Gold plunged to a 2026 low near $4,100 an ounce before rebounding above $4,400 after former President Donald Trump announced a five-day delay in military strikes on Iran following productive talks with Tehran. The swing erased earlier crisis-driven gains.
Silver tumbled 8.9% to $61.76, down nearly 50% from its January peak of $121.67 - one of the most violent collapses in the metal's modern history.
The dollar strengthened to $1.1572 against the euro and $1.3341 versus the pound, emerging as a primary safe-haven asset amid rising oil prices and bond yield increases.
Crude oil has surged past $100 a barrel, fueling inflation fears and expectations of higher interest rates. These conditions undermine non-yielding assets like gold and silver, which become costlier to hold.
US Treasury yields climbed as investors shifted into government bonds, further pressuring precious metals.

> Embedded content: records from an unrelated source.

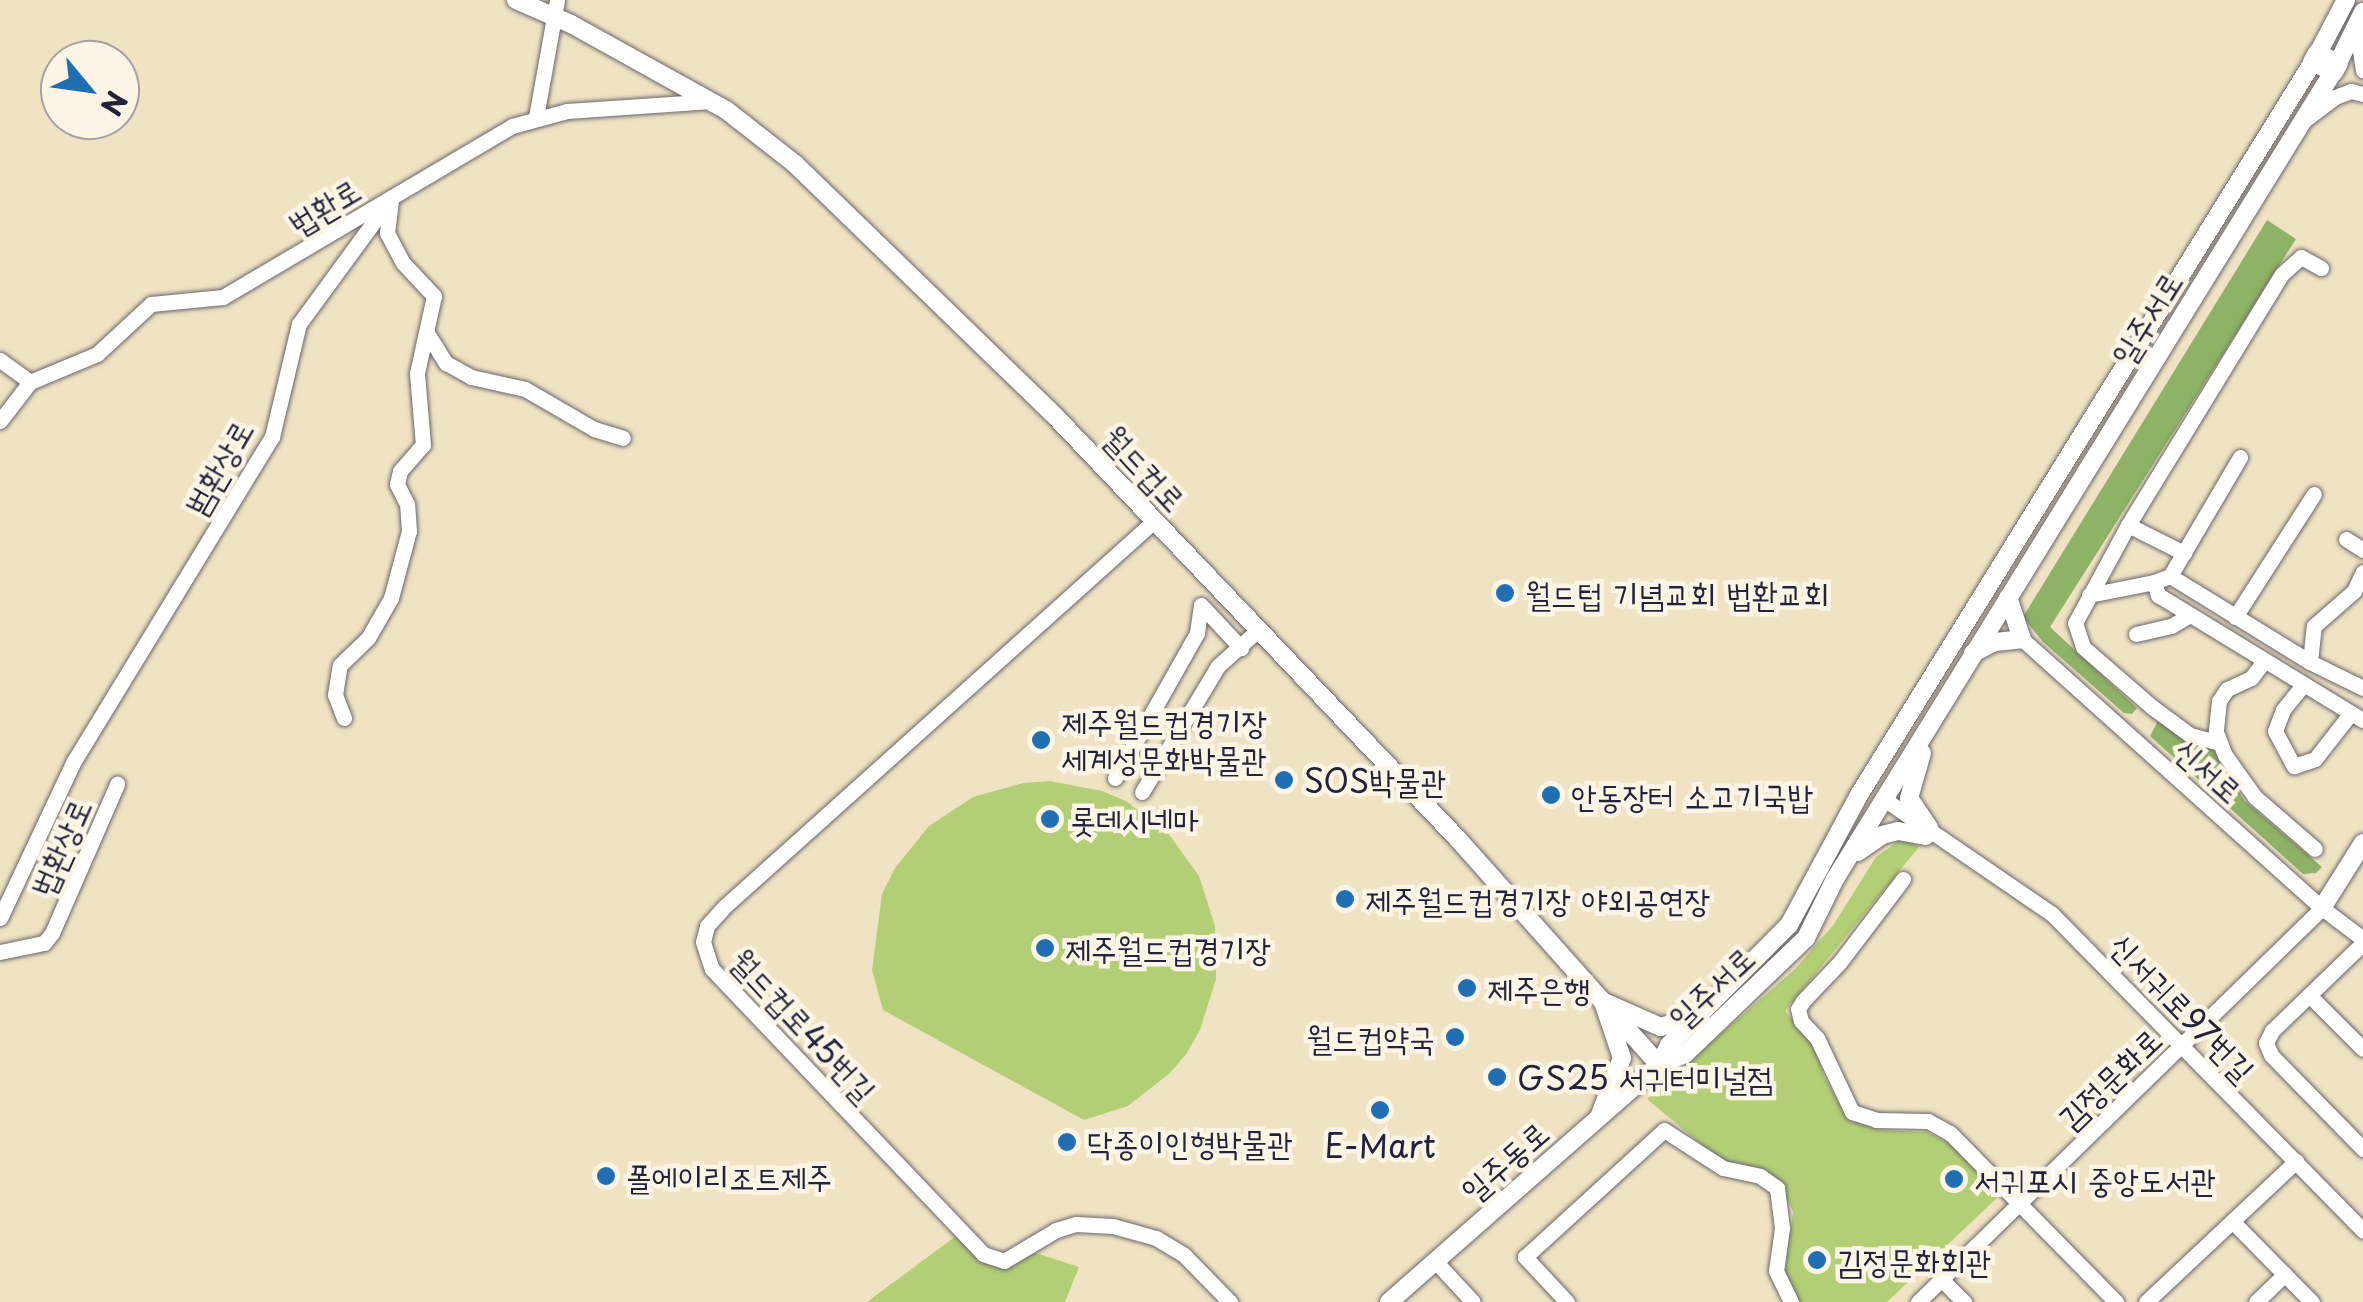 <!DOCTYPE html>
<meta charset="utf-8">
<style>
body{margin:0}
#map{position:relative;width:2363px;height:1302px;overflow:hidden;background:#f0e3c4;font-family:"Playpen Sans","Poor Story",sans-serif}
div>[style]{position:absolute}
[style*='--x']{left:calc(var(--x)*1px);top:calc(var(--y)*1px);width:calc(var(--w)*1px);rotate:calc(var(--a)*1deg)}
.green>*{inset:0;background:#b3cf75}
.forest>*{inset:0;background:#8eb266}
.roads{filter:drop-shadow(0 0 2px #6a666b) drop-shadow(0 0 2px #6a666b)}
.minor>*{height:15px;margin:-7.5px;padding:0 7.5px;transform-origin:7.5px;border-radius:7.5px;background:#fff}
.major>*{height:18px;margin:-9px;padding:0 9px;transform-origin:9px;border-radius:9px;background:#fff}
.highway>*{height:20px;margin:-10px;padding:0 10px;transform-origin:10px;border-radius:10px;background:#fff}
.dots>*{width:28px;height:28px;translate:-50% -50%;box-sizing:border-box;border:5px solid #fcf5e5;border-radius:50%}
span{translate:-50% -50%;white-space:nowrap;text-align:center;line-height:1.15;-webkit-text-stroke:9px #fcf5e5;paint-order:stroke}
.street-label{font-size:32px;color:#22223b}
.poi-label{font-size:32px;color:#22223b}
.left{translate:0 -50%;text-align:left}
.right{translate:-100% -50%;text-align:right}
.north{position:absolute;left:40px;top:40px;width:100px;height:100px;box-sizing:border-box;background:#fcf5e5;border:2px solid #a5a1a1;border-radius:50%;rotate:119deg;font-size:28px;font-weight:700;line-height:40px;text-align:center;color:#22223b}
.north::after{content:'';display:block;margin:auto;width:35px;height:45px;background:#1f6fb2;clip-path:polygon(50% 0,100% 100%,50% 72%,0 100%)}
</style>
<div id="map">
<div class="green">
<i style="clip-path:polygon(1050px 781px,1102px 791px,1126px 801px,1168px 833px,1199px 876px,1215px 926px,1216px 979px,1200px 1030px,1187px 1053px,1170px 1073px,1128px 1106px,1084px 1120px,883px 1010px,872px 970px,882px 894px,895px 868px,929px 826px,973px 797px,1023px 783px)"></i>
<i style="clip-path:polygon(1903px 838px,1919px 847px,1785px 1011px,1816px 1048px,1824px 1076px,1845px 1114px,1878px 1130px,1927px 1132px,1952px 1145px,1999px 1196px,1887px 1302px,1799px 1302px,1784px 1280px,1793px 1212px,1781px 1186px,1726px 1165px,1647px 1099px,1796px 968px,1834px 924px,1876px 857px)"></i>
<i style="clip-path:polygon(956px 1236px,1012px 1264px,1036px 1253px,1079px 1267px,1065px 1302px,867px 1302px)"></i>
</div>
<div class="forest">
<i style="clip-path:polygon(2267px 220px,2296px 239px,2050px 627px,2137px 708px,2132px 714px,2124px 713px,2043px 642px,2023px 617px)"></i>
<i style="clip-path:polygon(2158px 721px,2200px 747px,2213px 749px,2244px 800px,2322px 867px,2316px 873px,2303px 874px,2150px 736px)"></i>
</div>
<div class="roads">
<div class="minor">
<i style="--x:2356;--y:25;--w:46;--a:81.2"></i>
<i style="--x:536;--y:117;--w:119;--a:-79.8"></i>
<i style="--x:2306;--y:119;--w:36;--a:-37"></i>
<i style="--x:2335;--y:97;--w:17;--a:-21"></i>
<i style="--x:2351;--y:91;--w:12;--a:14"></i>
<i style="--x:427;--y:333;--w:36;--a:58"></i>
<i style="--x:446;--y:363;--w:29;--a:29"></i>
<i style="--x:471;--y:377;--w:55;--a:12.5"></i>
<i style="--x:525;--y:389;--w:80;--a:30.1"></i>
<i style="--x:594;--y:429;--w:30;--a:17"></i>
<i style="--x:0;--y:360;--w:37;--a:36"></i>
<i style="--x:0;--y:421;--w:49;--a:-52.4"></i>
<i style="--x:30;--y:382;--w:73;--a:-22.7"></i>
<i style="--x:97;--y:354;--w:74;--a:-42.8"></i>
<i style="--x:151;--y:304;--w:72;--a:-5.6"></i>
<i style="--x:223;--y:297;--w:336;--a:-30.6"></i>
<i style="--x:512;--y:126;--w:57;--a:-15.3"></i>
<i style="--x:567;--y:111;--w:145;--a:-3.9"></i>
<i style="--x:1154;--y:521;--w:576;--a:138.09"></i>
<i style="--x:725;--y:906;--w:27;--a:132"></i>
<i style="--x:707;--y:926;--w:16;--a:104"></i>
<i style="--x:703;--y:942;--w:28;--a:72"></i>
<i style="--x:712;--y:969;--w:393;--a:46.4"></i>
<i style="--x:983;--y:1254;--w:22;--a:18"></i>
<i style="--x:1004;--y:1261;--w:61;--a:-30.8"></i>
<i style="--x:1056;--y:1230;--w:21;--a:-17"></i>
<i style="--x:1076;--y:1224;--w:37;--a:3"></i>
<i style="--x:1113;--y:1226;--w:45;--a:15.6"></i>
<i style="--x:1156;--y:1238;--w:33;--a:31"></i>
<i style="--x:1184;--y:1255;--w:66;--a:45.6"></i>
<i style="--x:2128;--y:525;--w:63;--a:26.6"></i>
<i style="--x:2346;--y:539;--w:20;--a:33"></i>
<i style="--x:2170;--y:576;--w:138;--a:-59.5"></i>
<i style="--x:2089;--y:595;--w:66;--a:-11.3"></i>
<i style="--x:2235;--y:617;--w:146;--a:-57.3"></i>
<i style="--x:2136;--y:634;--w:36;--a:-13"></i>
<i style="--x:2171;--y:626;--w:22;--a:-30"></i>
<i style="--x:2022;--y:639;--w:403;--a:41.9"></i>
<i style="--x:2322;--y:908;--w:51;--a:37.1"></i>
<i style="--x:2264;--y:661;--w:21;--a:127"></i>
<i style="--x:2251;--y:678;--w:26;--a:155"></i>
<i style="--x:2227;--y:689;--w:14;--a:124"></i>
<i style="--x:2219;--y:701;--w:31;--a:96"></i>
<i style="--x:2216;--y:732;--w:25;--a:69"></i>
<i style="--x:2225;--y:755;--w:52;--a:54.5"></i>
<i style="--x:2255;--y:797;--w:79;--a:40.9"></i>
<i style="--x:2310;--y:662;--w:36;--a:-84"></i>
<i style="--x:2314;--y:626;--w:53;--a:-41.2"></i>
<i style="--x:2354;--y:591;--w:21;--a:-65"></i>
<i style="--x:2303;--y:685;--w:32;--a:129"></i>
<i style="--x:2283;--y:710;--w:22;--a:111"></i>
<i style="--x:2275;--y:731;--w:40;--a:62"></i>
<i style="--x:2294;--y:766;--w:22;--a:-18"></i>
<i style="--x:2315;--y:759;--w:57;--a:-52.1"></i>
<i style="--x:2363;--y:688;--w:59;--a:-153.9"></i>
<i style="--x:2310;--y:662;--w:164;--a:-148.4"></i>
<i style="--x:2170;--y:576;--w:17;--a:159"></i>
<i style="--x:2154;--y:582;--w:14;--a:73"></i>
<i style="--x:2158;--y:595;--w:240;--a:31.4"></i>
<i style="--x:344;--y:718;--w:25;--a:-111"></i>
<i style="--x:335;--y:695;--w:30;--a:-81"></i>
<i style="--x:340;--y:665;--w:39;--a:-44"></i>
<i style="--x:368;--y:638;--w:46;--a:-60.1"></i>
<i style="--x:391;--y:598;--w:69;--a:-75"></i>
<i style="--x:409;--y:531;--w:27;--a:-94"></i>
<i style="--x:407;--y:504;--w:22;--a:-117"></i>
<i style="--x:397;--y:484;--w:13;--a:-77"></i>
<i style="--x:400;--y:471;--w:35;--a:-49"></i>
<i style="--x:423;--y:445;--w:72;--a:-94.8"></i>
<i style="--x:417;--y:373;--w:79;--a:-77.6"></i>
<i style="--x:434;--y:296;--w:45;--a:-133.2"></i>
<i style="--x:403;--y:263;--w:34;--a:-118"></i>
<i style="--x:387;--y:233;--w:32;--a:-83"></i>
<i style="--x:2220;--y:743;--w:31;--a:-165"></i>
<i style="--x:2190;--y:735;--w:47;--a:-143.6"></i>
<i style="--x:2152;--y:707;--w:91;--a:-139"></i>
<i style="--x:2083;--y:647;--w:25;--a:-108"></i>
<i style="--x:2075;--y:623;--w:111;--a:-61.6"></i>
<i style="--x:2128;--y:525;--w:294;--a:-58.5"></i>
<i style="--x:2282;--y:274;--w:25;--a:-42"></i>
<i style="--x:2301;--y:257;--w:23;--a:29"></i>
<i style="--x:1115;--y:778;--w:167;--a:-60.5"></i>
<i style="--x:1197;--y:633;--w:28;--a:-82"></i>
<i style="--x:1201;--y:605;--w:59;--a:47.1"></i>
<i style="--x:1142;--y:792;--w:147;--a:-58.9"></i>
<i style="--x:1218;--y:666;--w:52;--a:-41.9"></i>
<i style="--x:1884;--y:799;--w:204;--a:34.4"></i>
<i style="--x:2052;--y:914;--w:444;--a:45.5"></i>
<i style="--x:1903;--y:879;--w:104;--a:127.2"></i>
<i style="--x:1840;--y:962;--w:54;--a:133.5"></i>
<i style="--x:1803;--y:1001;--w:9;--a:122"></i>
<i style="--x:1798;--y:1009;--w:12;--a:76"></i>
<i style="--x:1801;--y:1021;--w:23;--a:47"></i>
<i style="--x:1817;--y:1038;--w:82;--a:64.7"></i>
<i style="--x:1852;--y:1112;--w:25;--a:18"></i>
<i style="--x:1876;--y:1120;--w:52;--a:1.1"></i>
<i style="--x:1928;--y:1121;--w:25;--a:29"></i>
<i style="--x:1950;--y:1133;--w:237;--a:45.5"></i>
<i style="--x:0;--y:918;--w:174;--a:-64.8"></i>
<i style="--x:74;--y:761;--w:380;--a:-58.6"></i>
<i style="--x:272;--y:437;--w:116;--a:-76.6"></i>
<i style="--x:299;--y:324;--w:157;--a:-53.8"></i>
<i style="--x:2363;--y:943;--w:127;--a:136"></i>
<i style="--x:2272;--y:1031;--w:13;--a:117"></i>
<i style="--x:2266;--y:1043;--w:13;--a:67"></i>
<i style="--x:2271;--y:1055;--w:132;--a:45.6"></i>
<i style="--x:0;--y:952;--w:45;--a:-11.6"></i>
<i style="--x:44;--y:943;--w:13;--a:-51"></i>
<i style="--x:52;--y:933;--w:163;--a:-66.4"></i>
<i style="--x:2309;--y:995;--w:76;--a:45"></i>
<i style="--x:2232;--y:1221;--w:114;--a:45.4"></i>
<i style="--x:1436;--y:1262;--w:54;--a:47.2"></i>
<i style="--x:1941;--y:1279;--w:33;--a:45"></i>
<i style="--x:1567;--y:1302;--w:62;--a:-133"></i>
<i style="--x:1525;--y:1257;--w:188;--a:-42.4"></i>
<i style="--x:1664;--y:1130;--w:70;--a:32.8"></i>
<i style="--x:1723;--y:1168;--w:38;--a:12"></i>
<i style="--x:1760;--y:1176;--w:21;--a:35"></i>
<i style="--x:1777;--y:1188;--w:40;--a:82.9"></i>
<i style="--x:1782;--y:1228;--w:43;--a:97.9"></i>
<i style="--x:1776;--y:1271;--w:34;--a:64"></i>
<i style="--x:1918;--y:1302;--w:564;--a:-44.28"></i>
<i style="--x:2146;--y:1302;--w:206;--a:-43.2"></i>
<i style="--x:2256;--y:1302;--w:40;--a:-44"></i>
</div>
<div class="major">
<i style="--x:516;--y:0;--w:60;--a:23.6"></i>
<i style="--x:571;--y:24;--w:177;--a:29"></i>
<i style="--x:726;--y:110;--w:88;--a:38"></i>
<i style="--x:795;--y:164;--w:361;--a:44.1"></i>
<i style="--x:1054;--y:415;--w:584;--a:46.39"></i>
<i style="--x:1457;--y:838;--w:304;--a:48.3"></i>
<i style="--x:2346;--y:0;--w:60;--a:117.8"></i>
<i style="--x:2318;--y:53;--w:22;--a:27"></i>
<i style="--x:2338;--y:63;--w:57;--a:-63.9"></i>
<i style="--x:1973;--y:653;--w:25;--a:-27"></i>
<i style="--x:1995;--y:642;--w:27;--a:-6"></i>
<i style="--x:2022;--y:639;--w:44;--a:-108.4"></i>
<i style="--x:1922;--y:753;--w:47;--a:106.1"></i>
<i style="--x:1909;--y:798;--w:36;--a:56"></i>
<i style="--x:1858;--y:852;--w:29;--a:-35"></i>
<i style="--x:1882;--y:835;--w:16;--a:-14"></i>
<i style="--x:1898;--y:831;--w:28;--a:10"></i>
<i style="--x:2322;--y:908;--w:77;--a:-57.8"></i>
<i style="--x:1604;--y:1002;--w:62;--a:23.7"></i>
<i style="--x:1661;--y:1027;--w:36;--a:-18"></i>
<i style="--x:1599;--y:1117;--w:63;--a:-68.7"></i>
<i style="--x:1622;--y:1058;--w:59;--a:-108.7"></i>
<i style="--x:1389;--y:1302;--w:359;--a:-41.3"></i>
<i style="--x:1659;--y:1065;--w:22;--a:-63"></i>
<i style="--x:1669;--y:1045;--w:170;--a:-45"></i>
<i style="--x:1789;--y:925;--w:148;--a:-61.7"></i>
<i style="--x:1859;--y:795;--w:862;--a:-58.23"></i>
<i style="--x:2313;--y:62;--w:22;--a:27"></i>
<i style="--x:2333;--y:72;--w:948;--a:121.68"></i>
<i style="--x:1835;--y:879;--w:66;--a:116.2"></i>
<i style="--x:1806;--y:938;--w:168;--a:136.2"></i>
<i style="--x:1685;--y:1054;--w:28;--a:157"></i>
</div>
<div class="highway">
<i style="--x:2313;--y:62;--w:10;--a:-61"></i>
<i style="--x:2333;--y:72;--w:10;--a:-61"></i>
</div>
</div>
<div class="dots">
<i style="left:1505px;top:593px;background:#1f6fb2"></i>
<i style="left:1041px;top:740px;background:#1f6fb2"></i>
<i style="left:1284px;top:780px;background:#1f6fb2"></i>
<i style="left:1551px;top:795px;background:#1f6fb2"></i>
<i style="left:1050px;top:819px;background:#1f6fb2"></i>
<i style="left:1345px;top:899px;background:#1f6fb2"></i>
<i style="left:1045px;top:948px;background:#1f6fb2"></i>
<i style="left:1467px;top:988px;background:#1f6fb2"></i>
<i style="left:1455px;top:1037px;background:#1f6fb2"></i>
<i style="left:1497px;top:1077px;background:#1f6fb2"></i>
<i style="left:1380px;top:1110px;background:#1f6fb2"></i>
<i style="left:1067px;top:1142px;background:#1f6fb2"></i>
<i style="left:606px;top:1176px;background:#1f6fb2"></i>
<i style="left:1954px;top:1179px;background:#1f6fb2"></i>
<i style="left:1817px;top:1260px;background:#1f6fb2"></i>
</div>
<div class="street-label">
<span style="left:324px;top:206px;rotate:-31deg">법환로</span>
<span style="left:2146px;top:318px;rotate:-58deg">일주서로</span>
<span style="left:218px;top:467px;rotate:-60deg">범환상로</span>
<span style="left:1145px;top:468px;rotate:47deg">월드컵로</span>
<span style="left:2209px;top:770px;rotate:42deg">신서로</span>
<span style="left:60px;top:847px;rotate:-66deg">법환상로</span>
<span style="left:1711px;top:987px;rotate:-43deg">일주서로</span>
<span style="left:2183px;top:1007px;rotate:46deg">신서귀로97번길</span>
<span style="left:804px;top:1025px;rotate:47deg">월드컵로45번길</span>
<span style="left:2109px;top:1078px;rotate:-44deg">김정문화로</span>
<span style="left:1504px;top:1161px;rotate:-41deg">일주동로</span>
</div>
<div class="poi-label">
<span class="left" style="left:1525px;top:593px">월드텁 기념교회 법환교회</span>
<span class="left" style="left:1061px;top:740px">제주월드컵경기장<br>세계성문화박물관</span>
<span class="left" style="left:1304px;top:780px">SOS박물관</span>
<span class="left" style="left:1571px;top:795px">안동장터 소고기국밥</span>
<span class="left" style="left:1070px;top:819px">롯데시네마</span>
<span class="left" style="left:1365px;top:899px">제주월드컵경기장 야외공연장</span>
<span class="left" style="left:1065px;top:948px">제주월드컵경기장</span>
<span class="left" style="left:1487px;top:988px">제주은행</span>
<span class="right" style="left:1435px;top:1037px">월드컵약국</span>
<span class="left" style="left:1517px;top:1077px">GS25 서귀터미널점</span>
<span class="left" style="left:1087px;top:1142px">닥종이인형박물관</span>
<span style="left:1380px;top:1145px">E-Mart</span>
<span class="left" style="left:626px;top:1176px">폴에이리조트제주</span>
<span class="left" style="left:1974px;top:1179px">서귀포시 중앙도서관</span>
<span class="left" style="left:1837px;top:1260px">김정문화회관</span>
</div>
<div class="north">N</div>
</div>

Russ Mould, investment director at AJ Bell, cautioned against writing off gold, noting this is only the third major bull run since 1971. Both prior cycles featured severe volatility yet delivered substantial long-term gains.
The 1971-1980 rally saw gold climb from $35 to $835 despite three bear markets. The 2001-2011 advance included multiple double-digit corrections before peaking near $1,900.
Current macroeconomic stress - driven by war, inflation, and fiscal strain - could reignite demand for gold if central banks respond with rate cuts or quantitative easing.
"It may be too early to give up on gold just yet," Mould said.